Expect to see many more properties default sooner rather than later if the Silicon Valley Bank saga speeds up the onset of the next recession.
Just wait till they consider the banking industry's exposure to the fast declining commercial real estate sector if market investors are already shaking their heads over the potential repercussions of Silicon Valley Bank's failure.
Every few days, it seems, there is news of a significant property falling into default. An office landlord under the supervision of Pacific Investment Management Co. recently missed payments on seven properties in cities like Boston, New York, and San Francisco totaling around $1.7 billion. A Brookfield Corp. company had previously defaulted on debts related to two Los Angeles office towers before that. A watchlist of loans that may be at risk includes a $1.2 billion loan on a San Francisco complex that is jointly held by former President Donald Trump and Vornado Property Trust.
Expect to see a lot more properties default in the near future if the Silicon Valley Bank saga speeds up the onset of the next recession. Because lenders have increased their funding of real estate, this is bad news for them. According to the Federal Reserve, since mid-2021, the total amount of real estate loans and leases on their books has increased by more over $725 billion, or 16%, to a record $5.31 trillion.
The 11.2% gain in 2017 was the highest since, gasp, 2006 and equaled the growth of the prior four years put together. Additionally, according to BNY Mellon strategist John Velis, commercial real estate loans account for nearly 24% of all bank loans, which is the highest percentage since the financial crisis. Banks' high exposure is partly due to the difficulty in shifting the risk to investors. According to Velis, the market for commercial mortgage-backed securities saw a 75% fall in annual issuance from $240 billion in 2007 to just $60 billion in 2020.
Chief Investment Officer of Bleakley Financial Group LLC Peter Boockvar has been cautioning his investors about the danger associated with commercial real estate for months. Late last year, Boockvar led his followers through the figures in a study note. He used the example of an investor who spent $50 million for an apartment building in 2020 and borrowed 70% of the price of the building over a three-year period. The property would generate about $2.5 million in gross annual rent, assuming a 5% capitalization rate at the time of purchase. That will more than cover other costs like insurance, taxes, maintenance, and property management in addition to the roughly $960,000 in annualised rate on a sub-3% loan.
But, no one anticipated that interest rates would increase as quickly as they did, and this investor will now need to renew for the year with rates much above 7%. According to Boockvar, this would raise annual interest costs to about $2.63 million. Rental income would only increase to roughly $3 million even if the investor was successful in increasing rents by 10% in 2021 and a comparable amount the previous year. That leaves about $400,000 for all of those other costs, and he points out that property taxes in some areas alone can completely deplete that amount.
Even if those calculations are speculative, they are accurate and show the difficulties that lenders and real estate investors will face in the future. As interest rates rise, loan stress in commercial real estate can quickly spiral out of control because banks are forced to limit their exposure, which drives up the risk of loss for lenders and drives up the cost and difficulty of refinancing existing loans.
Property values are already falling; they are not going to become worse. The National Council of Real Estate Fiduciaries' internationally regarded index of commercial real estate values fell 3.5% last quarter, the most since 2009 and just the second quarterly decrease since then. The office and residential buildings saw the biggest drop.
Beginning To Lag
For only the 2nd attempt since the economic meltdown and the most since 2009, the value of commercial real estate decreased in the fourth quarter.

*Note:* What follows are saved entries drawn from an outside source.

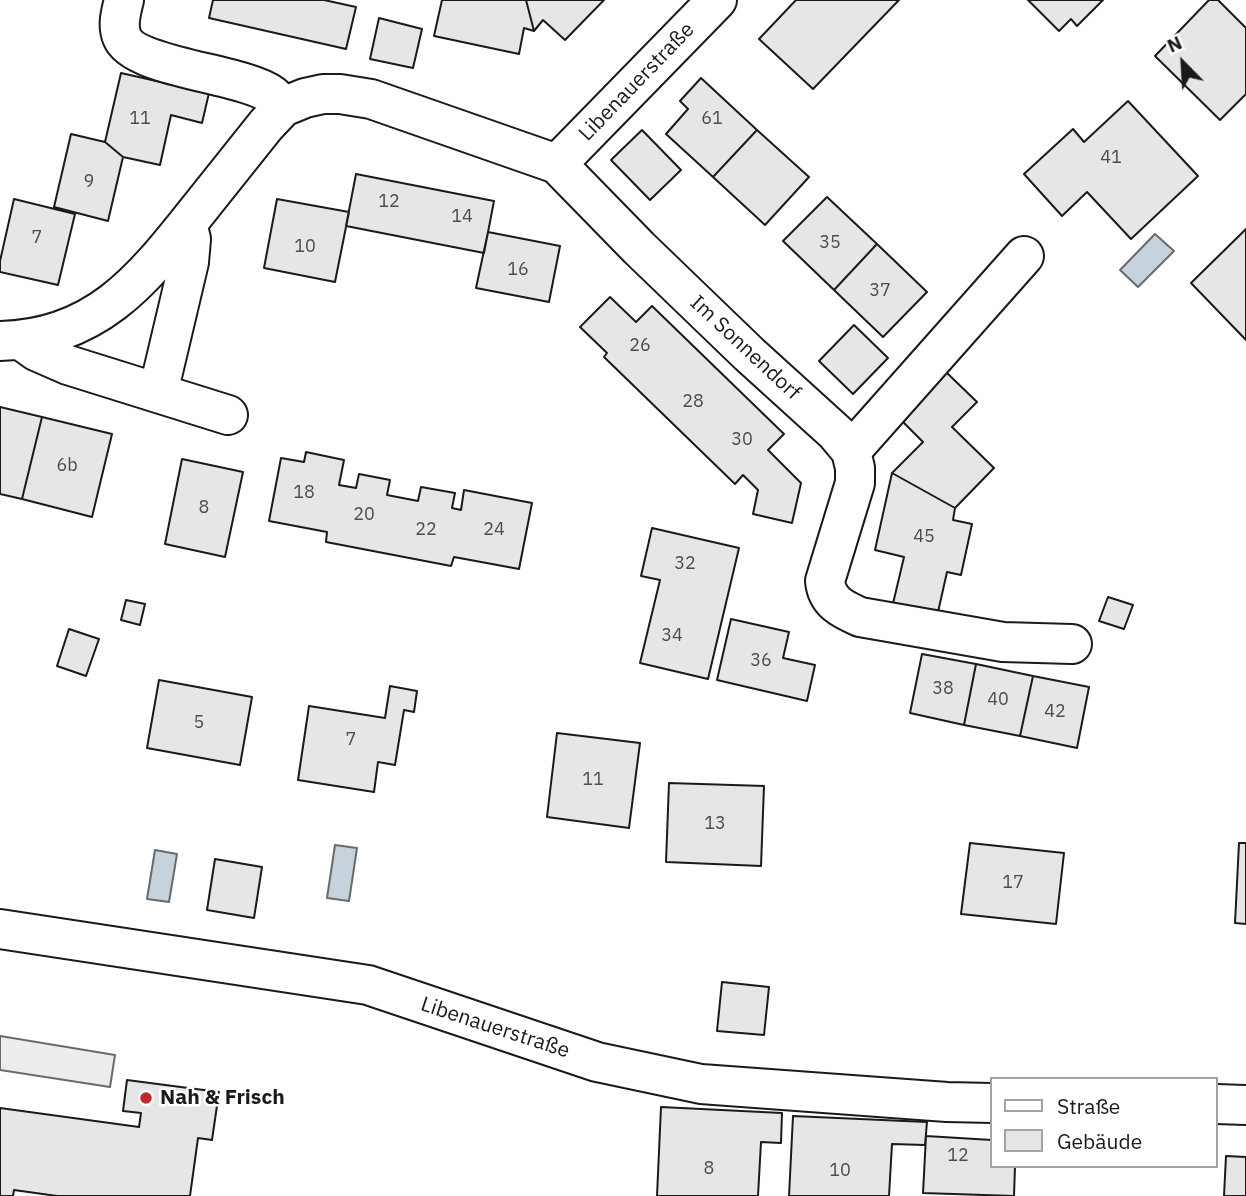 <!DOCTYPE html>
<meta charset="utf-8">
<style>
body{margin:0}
#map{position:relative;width:1246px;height:1196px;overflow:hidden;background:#fff;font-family:"IBM Plex Sans",sans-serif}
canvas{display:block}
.legend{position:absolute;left:990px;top:1077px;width:228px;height:91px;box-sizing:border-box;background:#fff;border:2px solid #a3a3a3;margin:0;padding:9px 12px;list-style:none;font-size:21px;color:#1a1a1a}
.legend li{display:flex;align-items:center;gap:14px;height:35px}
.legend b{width:35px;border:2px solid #a3a3a3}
.north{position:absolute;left:1148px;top:28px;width:70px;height:70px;-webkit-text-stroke:5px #fff;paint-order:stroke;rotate:336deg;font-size:19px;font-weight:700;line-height:28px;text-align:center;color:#1a1a1a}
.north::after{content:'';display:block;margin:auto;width:24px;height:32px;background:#1a1a1a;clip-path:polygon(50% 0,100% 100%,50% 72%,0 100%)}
</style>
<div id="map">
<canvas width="1246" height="1196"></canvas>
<ul class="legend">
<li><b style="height:9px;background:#fff"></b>Straße</li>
<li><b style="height:19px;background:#e6e6e6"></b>Gebäude</li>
</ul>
<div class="north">N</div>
</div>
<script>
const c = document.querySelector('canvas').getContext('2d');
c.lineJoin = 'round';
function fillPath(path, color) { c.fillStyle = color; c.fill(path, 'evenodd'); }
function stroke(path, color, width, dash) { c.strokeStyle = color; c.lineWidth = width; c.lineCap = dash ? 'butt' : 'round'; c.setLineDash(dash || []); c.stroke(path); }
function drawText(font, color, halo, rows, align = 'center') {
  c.font = font + ' "IBM Plex Sans",sans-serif'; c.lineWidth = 5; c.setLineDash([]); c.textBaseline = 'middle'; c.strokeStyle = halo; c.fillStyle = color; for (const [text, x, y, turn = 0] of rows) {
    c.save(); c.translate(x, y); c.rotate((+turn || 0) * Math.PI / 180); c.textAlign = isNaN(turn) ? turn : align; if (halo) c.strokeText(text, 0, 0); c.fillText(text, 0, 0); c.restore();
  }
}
const parking = new Path2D(`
 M 0,1036 L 115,1055 L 110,1087 L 0,1070 Z`);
fillPath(parking, '#ededed');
stroke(parking, '#6a6a6a', 2);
const water = new Path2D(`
 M 1155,234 L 1174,251 L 1138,287 L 1120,270 Z
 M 335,845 L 357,848 L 349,901 L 327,898 Z
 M 155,850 L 177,854 L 169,902 L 147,899 Z`);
fillPath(water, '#c6d2dc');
stroke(water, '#6a6a6a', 2);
const building = new Path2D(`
 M 213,0 L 324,0 L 356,7 L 346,49 L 209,18 Z
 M 442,0 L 526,0 L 534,31 L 524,28 L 519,54 L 434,36 Z
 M 526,0 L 604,0 L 565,40 L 543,20 L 534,31 Z
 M 796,0 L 899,0 L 813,89 L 759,39 Z
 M 1028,0 L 1103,0 L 1077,26 L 1071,19 L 1059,31 Z
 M 1209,0 L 1218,0 L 1246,28 L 1246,94 L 1220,120 L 1155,56 Z
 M 379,18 L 422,29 L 413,68 L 370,59 Z
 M 121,73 L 209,93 L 202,123 L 171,115 L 160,165 L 123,157 L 105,142 Z
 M 701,78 L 757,130 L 713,177 L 666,134 L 688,109 L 680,101 Z
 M 1128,101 L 1198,176 L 1131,239 L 1087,192 L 1062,216 L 1024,174 L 1073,129 L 1084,142 Z
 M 642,130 L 681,170 L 650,200 L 611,160 Z
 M 757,130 L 809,177 L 765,225 L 713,177 Z
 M 71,134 L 105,142 L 123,157 L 108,221 L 54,207 Z
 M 356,174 L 494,201 L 484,253 L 346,226 Z
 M 827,197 L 877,244 L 834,290 L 783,241 Z
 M 14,199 L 75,214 L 58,285 L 0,272 L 0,261 Z
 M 277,199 L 349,212 L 335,282 L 264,268 Z
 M 1246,229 L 1246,340 L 1191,283 Z
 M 488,232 L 560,246 L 549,302 L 476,288 Z
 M 877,244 L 927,292 L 883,337 L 834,290 Z
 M 610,297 L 636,322 L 652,306 L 784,434 L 768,450 L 801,483 L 792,523 L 753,514 L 758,490 L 743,475 L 735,484 L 604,357 L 607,353 L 580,327 Z
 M 854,325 L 888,358 L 853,394 L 819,361 Z
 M 946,372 L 977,402 L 952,427 L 994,468 L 955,508 L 892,473 L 923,442 L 900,419 Z
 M 0,407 L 42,417 L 22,499 L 0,494 Z
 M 42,417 L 112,434 L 92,517 L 22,499 Z
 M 306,452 L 344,460 L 339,485 L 356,488 L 359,474 L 390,480 L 387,495 L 418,501 L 421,487 L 455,493 L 452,508 L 461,510 L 464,490 L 532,503 L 519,569 L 454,557 L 451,566 L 326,542 L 327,532 L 269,521 L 281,458 L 304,462 Z
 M 182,459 L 243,472 L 225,557 L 165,544 Z
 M 892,473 L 955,508 L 953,520 L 972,524 L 961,575 L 947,572 L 936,621 L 891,612 L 904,557 L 875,550 Z
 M 652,528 L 739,548 L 708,679 L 640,663 L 660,580 L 641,576 Z
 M 1108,597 L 1133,605 L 1124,629 L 1099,621 Z
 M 126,600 L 145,604 L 140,625 L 121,620 Z
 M 731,619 L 789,632 L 783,658 L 815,665 L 807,701 L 717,680 Z
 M 69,629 L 99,639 L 86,676 L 57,666 Z
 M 922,654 L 976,664 L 964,725 L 910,713 Z
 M 976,664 L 1033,676 L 1020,736 L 964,725 Z
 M 1033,676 L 1089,687 L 1077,748 L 1020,736 Z
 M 159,680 L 252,697 L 240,765 L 147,748 Z
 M 390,686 L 417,691 L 414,712 L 404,710 L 395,765 L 378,762 L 374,792 L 298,780 L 309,706 L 385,718 Z
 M 557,733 L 640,743 L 629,828 L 547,817 Z
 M 669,783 L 764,786 L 761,866 L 666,862 Z
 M 970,843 L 1064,853 L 1056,924 L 961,914 Z
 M 1239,843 L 1246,843 L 1246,924 L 1235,923 Z
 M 215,859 L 262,867 L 254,918 L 207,910 Z
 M 722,982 L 769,987 L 764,1035 L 717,1031 Z
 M 127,1080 L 219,1092 L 212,1140 L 198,1138 L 190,1196 L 57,1196 L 14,1190 L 13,1196 L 0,1196 L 0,1108 L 139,1127 L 141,1113 L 123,1111 Z
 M 661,1107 L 782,1113 L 781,1143 L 761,1142 L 758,1196 L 657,1196 Z
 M 793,1116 L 927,1122 L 925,1145 L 892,1144 L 889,1196 L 789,1196 Z
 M 926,1136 L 992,1140 L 992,1166 L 1015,1166 L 1014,1196 L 923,1193 Z
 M 1226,1156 L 1246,1157 L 1246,1196 L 1224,1196 Z`);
fillPath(building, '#e6e6e6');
stroke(building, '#1a1a1a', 2);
const minor = new Path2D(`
 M 124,0 C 121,12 117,25 122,37 C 134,68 242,73 272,95 C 276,98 279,103 283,107
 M 557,164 L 717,0
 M 0,341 C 95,339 141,282 195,214 C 219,184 242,155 266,125 L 283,107 L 305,98 L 323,94 L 340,94 L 371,99 L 557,164 L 639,248 L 749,354 L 836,433 L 851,451 L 855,468 L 855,483 L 825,581 C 827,602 842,609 860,617 L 1003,642 L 1072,644
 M 22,341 L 36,351 L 68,365 L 228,415
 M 158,393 L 189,262 L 191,239 L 187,224
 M 851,451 L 1024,256
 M 0,929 L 368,985 L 597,1062 L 701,1084 L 947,1102 L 992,1103
 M 1216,1104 L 1246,1105`);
stroke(minor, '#1a1a1a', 42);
stroke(minor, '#fff', 38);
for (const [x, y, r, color] of [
 [146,1098,7,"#c62828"]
]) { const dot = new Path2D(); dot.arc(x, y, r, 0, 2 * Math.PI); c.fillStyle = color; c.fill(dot); stroke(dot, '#fff', 2.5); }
drawText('18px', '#4d4d4d', null, [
 ["11",140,119],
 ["61",712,119],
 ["41",1111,158],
 ["9",89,182],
 ["12",389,202],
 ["14",462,217],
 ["7",37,238],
 ["35",830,243],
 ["10",305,247],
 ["16",518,270],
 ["37",880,291],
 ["26",640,346],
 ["28",693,402],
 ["30",742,440],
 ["6b",67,466],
 ["18",304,493],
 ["8",204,508],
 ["20",364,515],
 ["22",426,530],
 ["24",494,530],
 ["45",924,537],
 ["32",685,564],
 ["34",672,636],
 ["36",761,661],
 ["38",943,689],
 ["40",998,700],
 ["42",1055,712],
 ["5",199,723],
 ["7",351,740],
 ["11",593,780],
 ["13",715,824],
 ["17",1013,883],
 ["12",958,1156],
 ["8",709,1169],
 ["10",840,1171]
]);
drawText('21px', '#1a1a1a', '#fff', [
 ["Libenauerstraße",637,82,-46],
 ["Im Sonnendorf",745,348,43],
 ["Libenauerstraße",495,1028,18]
]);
drawText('bold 21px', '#1a1a1a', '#fff', [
 ["Nah & Frisch",160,1098]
], 'left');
</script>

So where do banks run the risk? the majority at small banks and a few big lenders who focus on real estate. Wells Fargo & Co. had the most dollar-value losses on commercial real estate in the Federal Reserve's 2022 stress tests, but M&T Bank Corp. and Huntington Bancshares Inc. had the largest losses in terms of overall loan losses and capital bases.
M&T significantly increased its bad loan provisions last year, although mostly for consumer and corporate debt as opposed to real estate. In recent years, the bank has reduced its exposure to ongoing construction projects and said that this has reduced stress in the hotel industry. The areas where issues could start to spread, though, are currently assisted living facilities and offices.
The good news is that lenders' requirements for approving financing for commercial real estate have started to become more stringent. In the Fed's most recent quarterly loan officer survey, 57.6% of participants indicated that requirements were being tightened. The bad news is that standards substantially loosened after the pandemic started, so this may have come too late.
Too late?
More senior loan officers at banks report stricter lending criteria for loans for commercial real estate.
It's reasonable to wonder if the current commercial real estate situation could be preparing the banking sector for a recurrence of the savings and loan crisis in the late 1980s and early 1990s, when a recession was caused by a widespread souring of real estate loans and investments. It's too soon to respond, but what we've learnt from this and other incidents subsequently is that a sound financial system is essential for a sound economy. The Silicon Valley Bank issue raises the possibility that the banking system may not be as stable as previously believed.